* _ABOUT THIS TASK_
Across the records below, count the lines that contain "body" and write down only the count.

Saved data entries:
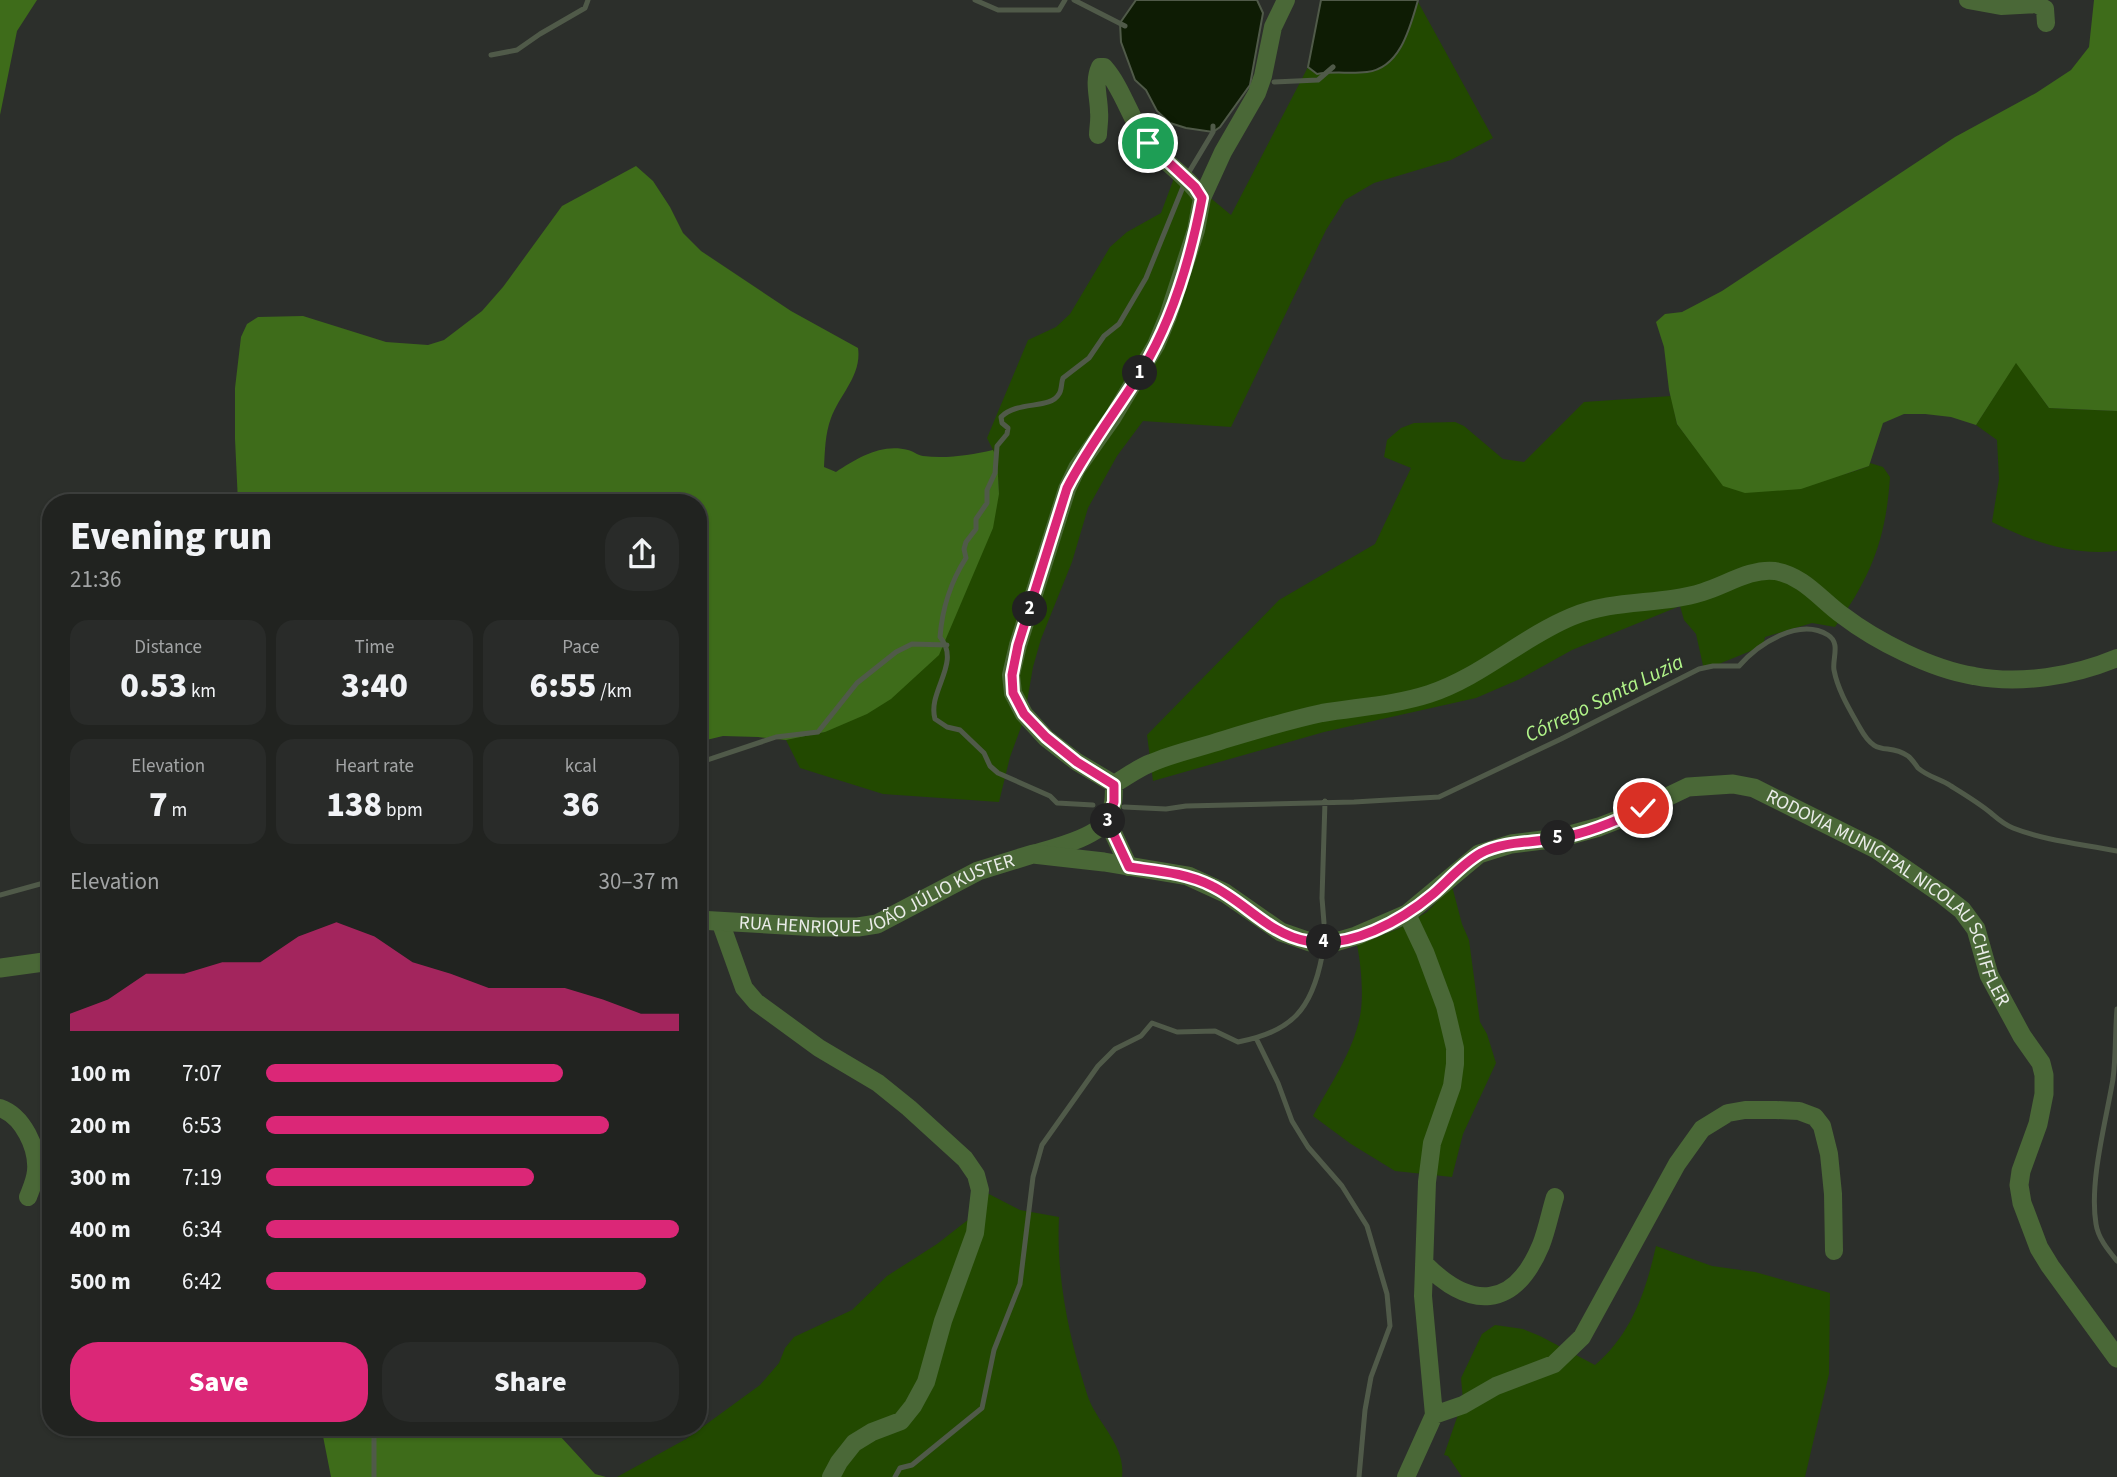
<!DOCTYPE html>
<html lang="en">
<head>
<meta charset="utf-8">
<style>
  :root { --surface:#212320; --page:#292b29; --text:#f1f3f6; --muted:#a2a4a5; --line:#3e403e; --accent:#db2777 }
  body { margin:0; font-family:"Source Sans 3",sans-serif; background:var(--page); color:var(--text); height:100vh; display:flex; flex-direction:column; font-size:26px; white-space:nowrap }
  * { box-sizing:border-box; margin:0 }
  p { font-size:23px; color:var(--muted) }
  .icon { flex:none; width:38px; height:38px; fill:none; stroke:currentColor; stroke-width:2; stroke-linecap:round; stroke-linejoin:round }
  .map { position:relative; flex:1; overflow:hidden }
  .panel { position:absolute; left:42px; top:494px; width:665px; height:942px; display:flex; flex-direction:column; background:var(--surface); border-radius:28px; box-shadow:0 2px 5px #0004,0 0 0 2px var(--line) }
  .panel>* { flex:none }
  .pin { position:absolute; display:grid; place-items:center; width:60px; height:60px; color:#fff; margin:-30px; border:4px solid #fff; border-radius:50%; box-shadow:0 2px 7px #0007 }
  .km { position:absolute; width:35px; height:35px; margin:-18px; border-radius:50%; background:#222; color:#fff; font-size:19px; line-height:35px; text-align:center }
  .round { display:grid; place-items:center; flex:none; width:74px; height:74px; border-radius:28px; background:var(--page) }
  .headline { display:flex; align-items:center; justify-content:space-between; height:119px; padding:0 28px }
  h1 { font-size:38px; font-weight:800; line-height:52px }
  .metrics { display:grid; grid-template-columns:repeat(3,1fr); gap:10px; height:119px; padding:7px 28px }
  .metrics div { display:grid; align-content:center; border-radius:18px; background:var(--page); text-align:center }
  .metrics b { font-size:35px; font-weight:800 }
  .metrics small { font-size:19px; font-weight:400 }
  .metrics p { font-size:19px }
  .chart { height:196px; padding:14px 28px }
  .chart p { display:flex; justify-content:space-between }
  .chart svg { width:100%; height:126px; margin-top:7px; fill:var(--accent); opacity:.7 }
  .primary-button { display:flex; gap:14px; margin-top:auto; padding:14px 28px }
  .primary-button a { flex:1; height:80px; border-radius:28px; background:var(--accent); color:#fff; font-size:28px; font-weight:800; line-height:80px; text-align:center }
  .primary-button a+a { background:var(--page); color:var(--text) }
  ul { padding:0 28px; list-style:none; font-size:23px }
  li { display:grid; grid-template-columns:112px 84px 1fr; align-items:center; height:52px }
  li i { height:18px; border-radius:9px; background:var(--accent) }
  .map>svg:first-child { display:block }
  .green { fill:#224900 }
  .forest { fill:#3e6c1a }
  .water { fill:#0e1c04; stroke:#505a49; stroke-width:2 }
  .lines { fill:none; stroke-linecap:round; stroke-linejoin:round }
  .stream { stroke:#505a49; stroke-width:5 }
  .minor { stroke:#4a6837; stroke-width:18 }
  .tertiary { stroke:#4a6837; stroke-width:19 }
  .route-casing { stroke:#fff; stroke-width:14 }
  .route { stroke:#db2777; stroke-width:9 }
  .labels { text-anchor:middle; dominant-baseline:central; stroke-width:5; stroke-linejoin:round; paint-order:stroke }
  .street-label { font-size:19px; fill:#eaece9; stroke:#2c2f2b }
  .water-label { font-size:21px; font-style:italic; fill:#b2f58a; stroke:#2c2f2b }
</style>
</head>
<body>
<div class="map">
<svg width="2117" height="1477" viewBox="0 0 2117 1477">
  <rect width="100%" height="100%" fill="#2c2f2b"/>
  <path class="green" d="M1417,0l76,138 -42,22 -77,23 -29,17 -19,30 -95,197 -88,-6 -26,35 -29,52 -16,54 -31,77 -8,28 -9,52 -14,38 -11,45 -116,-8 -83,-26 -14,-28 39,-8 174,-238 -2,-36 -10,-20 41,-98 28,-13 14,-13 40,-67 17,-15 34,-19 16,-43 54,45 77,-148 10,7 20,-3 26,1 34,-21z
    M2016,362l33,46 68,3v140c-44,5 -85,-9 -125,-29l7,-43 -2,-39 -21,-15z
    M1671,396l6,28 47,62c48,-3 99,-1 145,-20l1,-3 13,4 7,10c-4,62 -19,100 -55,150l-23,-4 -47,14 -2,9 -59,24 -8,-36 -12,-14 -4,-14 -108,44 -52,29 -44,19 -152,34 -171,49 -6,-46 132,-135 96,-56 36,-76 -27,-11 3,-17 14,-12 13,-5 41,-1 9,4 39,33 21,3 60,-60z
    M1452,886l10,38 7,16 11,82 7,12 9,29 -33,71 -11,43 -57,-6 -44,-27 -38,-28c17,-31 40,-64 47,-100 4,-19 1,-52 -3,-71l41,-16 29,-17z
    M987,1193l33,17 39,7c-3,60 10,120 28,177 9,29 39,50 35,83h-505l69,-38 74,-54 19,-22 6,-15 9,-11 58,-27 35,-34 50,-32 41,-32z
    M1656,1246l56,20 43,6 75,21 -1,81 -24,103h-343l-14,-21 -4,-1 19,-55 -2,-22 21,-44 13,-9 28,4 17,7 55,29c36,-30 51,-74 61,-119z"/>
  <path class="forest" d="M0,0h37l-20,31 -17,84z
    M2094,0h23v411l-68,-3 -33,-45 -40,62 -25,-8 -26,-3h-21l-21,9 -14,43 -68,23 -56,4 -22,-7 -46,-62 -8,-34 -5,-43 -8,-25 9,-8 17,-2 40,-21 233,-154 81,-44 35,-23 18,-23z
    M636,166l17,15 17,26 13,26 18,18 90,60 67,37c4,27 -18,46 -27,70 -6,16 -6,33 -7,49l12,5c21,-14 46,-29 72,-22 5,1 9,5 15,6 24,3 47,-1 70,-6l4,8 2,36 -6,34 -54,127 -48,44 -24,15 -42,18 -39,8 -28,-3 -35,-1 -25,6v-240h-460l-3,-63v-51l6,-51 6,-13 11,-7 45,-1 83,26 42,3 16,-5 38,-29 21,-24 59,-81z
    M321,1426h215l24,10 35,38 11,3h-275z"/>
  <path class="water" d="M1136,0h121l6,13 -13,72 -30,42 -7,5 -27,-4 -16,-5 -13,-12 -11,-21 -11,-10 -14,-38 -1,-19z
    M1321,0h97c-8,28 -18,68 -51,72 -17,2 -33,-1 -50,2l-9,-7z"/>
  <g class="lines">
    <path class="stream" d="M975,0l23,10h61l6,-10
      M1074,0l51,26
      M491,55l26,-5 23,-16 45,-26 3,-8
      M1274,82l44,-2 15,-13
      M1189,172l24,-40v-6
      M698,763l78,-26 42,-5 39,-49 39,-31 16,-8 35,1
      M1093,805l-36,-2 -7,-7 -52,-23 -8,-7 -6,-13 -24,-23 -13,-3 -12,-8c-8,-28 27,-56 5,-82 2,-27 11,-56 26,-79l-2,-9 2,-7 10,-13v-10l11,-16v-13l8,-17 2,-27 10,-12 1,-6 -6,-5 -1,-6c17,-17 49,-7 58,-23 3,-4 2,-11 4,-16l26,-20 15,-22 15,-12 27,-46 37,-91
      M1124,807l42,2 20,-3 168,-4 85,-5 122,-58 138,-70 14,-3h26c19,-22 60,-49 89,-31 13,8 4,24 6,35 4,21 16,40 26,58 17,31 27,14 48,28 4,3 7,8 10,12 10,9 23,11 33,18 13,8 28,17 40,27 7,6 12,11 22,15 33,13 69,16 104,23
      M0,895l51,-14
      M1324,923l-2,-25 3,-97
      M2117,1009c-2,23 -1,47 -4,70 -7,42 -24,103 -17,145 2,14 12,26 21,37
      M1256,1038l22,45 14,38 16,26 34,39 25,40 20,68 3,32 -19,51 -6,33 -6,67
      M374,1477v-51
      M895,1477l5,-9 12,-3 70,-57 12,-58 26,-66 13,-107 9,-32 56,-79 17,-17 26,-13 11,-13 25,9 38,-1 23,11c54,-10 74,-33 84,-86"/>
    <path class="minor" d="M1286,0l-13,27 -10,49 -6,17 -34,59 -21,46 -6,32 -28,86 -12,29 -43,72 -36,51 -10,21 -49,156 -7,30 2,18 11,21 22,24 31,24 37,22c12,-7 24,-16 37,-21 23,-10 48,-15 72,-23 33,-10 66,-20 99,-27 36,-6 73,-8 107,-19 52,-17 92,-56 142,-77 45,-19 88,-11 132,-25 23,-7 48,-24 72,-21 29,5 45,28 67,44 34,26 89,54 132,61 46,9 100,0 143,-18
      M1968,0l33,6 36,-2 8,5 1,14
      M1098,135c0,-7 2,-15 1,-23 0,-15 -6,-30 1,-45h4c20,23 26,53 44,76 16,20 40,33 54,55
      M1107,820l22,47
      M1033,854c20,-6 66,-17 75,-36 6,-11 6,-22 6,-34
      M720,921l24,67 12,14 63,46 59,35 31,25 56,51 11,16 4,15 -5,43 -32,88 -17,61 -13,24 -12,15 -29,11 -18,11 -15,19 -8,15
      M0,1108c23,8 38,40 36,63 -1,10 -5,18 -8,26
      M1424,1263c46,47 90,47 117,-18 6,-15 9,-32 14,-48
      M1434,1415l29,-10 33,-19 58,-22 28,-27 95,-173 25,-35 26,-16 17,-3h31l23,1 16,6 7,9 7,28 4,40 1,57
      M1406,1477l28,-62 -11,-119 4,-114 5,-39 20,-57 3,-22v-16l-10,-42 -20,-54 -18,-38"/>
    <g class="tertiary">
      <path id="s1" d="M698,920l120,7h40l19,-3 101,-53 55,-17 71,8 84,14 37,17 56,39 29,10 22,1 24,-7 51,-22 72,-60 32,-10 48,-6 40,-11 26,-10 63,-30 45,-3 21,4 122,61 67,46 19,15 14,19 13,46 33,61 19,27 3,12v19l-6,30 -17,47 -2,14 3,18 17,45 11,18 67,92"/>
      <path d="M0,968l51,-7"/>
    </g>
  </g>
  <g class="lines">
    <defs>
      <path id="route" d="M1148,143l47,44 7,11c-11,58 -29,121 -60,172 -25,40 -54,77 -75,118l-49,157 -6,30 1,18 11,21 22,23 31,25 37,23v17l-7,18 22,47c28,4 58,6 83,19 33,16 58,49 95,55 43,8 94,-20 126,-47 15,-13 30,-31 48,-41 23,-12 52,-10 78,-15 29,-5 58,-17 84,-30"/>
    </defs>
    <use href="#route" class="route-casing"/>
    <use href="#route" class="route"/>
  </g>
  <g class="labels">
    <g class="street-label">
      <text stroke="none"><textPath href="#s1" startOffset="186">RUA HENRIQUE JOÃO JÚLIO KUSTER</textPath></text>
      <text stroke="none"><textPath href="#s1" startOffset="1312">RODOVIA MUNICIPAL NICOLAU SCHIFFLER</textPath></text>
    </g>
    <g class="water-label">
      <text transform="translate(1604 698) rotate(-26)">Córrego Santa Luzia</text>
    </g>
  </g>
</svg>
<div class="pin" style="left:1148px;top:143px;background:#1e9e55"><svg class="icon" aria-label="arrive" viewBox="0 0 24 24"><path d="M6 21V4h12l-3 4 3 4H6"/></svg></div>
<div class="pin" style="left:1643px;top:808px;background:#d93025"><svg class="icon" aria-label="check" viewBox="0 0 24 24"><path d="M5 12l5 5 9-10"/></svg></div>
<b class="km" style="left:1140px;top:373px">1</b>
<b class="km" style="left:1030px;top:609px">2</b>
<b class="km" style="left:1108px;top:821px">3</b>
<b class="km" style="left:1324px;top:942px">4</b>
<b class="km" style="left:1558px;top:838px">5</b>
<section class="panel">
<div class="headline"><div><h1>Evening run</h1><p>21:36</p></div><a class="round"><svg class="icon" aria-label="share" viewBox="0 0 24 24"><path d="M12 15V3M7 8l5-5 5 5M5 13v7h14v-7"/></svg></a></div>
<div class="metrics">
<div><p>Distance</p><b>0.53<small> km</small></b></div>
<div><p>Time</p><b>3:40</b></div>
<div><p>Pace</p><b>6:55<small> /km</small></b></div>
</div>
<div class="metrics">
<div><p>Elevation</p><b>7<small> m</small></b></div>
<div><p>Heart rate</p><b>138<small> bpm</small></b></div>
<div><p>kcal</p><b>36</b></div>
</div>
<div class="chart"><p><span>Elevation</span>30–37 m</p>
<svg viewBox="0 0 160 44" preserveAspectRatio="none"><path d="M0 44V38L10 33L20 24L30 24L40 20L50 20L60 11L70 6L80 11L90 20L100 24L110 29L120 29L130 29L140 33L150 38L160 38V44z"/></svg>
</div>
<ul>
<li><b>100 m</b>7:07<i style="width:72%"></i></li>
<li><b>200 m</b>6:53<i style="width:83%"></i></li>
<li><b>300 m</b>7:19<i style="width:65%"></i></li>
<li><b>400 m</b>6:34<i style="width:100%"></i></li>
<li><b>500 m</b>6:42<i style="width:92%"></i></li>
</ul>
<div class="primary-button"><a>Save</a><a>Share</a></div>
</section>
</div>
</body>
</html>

* _YOUR RESPONSE_
3